Published Page 300x250

For those looking for more of a lazy, hazy vibe, interstellar dub devotees Neptune Locals have just put out a trio of new singles. These extraterrestrial musical symbionts have been using the human suits of local rastas to make their brand of chilled-out space-rock reggae for more than a decade, and with the tranquil trilogy of “Flight List,” “La Familia,” and “The Now (Together),” these alien musos are offering an intergalactic journey for anyone willing to take the trip.

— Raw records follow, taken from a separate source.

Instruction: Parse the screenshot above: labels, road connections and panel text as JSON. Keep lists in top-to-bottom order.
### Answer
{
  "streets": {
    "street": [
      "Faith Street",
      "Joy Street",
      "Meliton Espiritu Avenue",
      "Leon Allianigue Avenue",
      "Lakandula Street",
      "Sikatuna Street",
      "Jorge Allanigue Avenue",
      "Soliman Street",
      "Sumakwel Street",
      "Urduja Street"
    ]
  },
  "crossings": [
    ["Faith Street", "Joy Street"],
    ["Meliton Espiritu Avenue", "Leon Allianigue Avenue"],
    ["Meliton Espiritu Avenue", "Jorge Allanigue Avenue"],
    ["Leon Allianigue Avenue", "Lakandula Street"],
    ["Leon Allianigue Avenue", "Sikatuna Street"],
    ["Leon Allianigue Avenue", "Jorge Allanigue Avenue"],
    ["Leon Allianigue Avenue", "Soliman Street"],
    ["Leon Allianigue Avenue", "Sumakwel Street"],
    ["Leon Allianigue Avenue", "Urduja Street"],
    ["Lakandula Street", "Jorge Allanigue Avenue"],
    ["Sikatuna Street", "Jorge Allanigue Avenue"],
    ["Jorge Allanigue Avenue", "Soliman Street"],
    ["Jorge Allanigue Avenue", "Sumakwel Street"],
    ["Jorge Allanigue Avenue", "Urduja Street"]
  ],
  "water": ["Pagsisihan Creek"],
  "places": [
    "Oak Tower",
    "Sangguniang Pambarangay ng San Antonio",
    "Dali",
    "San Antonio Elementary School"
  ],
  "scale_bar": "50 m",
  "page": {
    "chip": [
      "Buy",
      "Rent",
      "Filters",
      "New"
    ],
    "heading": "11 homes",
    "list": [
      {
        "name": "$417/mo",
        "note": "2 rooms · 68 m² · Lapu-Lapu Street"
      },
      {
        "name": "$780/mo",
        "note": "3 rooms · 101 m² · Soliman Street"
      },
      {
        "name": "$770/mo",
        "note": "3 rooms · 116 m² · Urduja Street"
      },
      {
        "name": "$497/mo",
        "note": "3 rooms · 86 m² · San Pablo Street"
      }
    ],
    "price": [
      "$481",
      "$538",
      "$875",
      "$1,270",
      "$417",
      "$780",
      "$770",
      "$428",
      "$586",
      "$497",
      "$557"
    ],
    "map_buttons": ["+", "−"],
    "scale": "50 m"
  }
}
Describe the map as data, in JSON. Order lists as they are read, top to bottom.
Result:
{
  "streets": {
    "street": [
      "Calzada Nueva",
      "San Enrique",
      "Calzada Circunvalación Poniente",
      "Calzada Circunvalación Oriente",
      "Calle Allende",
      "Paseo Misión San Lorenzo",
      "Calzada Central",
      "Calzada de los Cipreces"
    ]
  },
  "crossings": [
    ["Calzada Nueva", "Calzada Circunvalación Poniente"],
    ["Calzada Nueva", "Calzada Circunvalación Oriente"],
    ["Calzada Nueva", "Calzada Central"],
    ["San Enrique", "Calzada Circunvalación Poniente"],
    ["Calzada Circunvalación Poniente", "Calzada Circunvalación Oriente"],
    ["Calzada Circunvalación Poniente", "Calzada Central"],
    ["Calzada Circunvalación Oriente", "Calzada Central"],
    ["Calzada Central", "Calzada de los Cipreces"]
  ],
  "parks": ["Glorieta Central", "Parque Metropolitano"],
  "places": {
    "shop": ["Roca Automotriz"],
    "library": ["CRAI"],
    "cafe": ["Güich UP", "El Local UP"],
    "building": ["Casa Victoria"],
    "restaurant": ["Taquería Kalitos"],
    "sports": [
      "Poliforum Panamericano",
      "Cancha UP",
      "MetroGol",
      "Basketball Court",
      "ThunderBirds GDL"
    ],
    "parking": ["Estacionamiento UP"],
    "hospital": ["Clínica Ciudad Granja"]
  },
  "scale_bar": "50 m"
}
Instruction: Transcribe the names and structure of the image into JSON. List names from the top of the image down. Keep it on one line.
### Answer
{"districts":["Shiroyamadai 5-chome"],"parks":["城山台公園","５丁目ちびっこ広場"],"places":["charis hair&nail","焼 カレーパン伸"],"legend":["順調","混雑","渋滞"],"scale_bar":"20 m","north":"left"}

Not to be outdone by guitar-driven music, local hip-hoppers also have new offerings to blast out of your open windows. Fresh from his set at the Fortress Festival, erudite rapper Juma Spears has finally dropped the Flashback EP. Well more than a year in the making, the six songs represent Spears’ first material since he’s been freed from a nasty dispute with his former label. The title track alone, which features verses from Lil’ Flip and Tweety Bird, make it worth the wait. 

California transplant Nice Major has delivered the second installment of his soundtrack-to-weed-smoking opus 15 Minute High. As the subtitle Sativa/Indica suggests, 15 Minute High .2 is a baker’s dozen of tracks intent on sonically recreating the contrasting upbeat and mellow buzzes of the two cannabinoid varietals. Local cosmic multi-instrumentalist iNcelta joins Nice for the on-the-nose-titled “High,” and the album closes with the seasonally appropriate “Summer,” a track that brings a whiff of the palm trees and salt-scented air of his West Coast origins to Texas on a heady cloud of smoke.

As the season is just getting started, so is the oncoming tsunamic wave of local music set to crash upon our shores. Most notably, there’s the debut record from Ryan Higgs’ new project, The Daybreak Hits. Higgs, the former Yellabelly and High School Assembly frontman, began work on the material back in 2015. This long-awaited album finally sees daylight on Friday.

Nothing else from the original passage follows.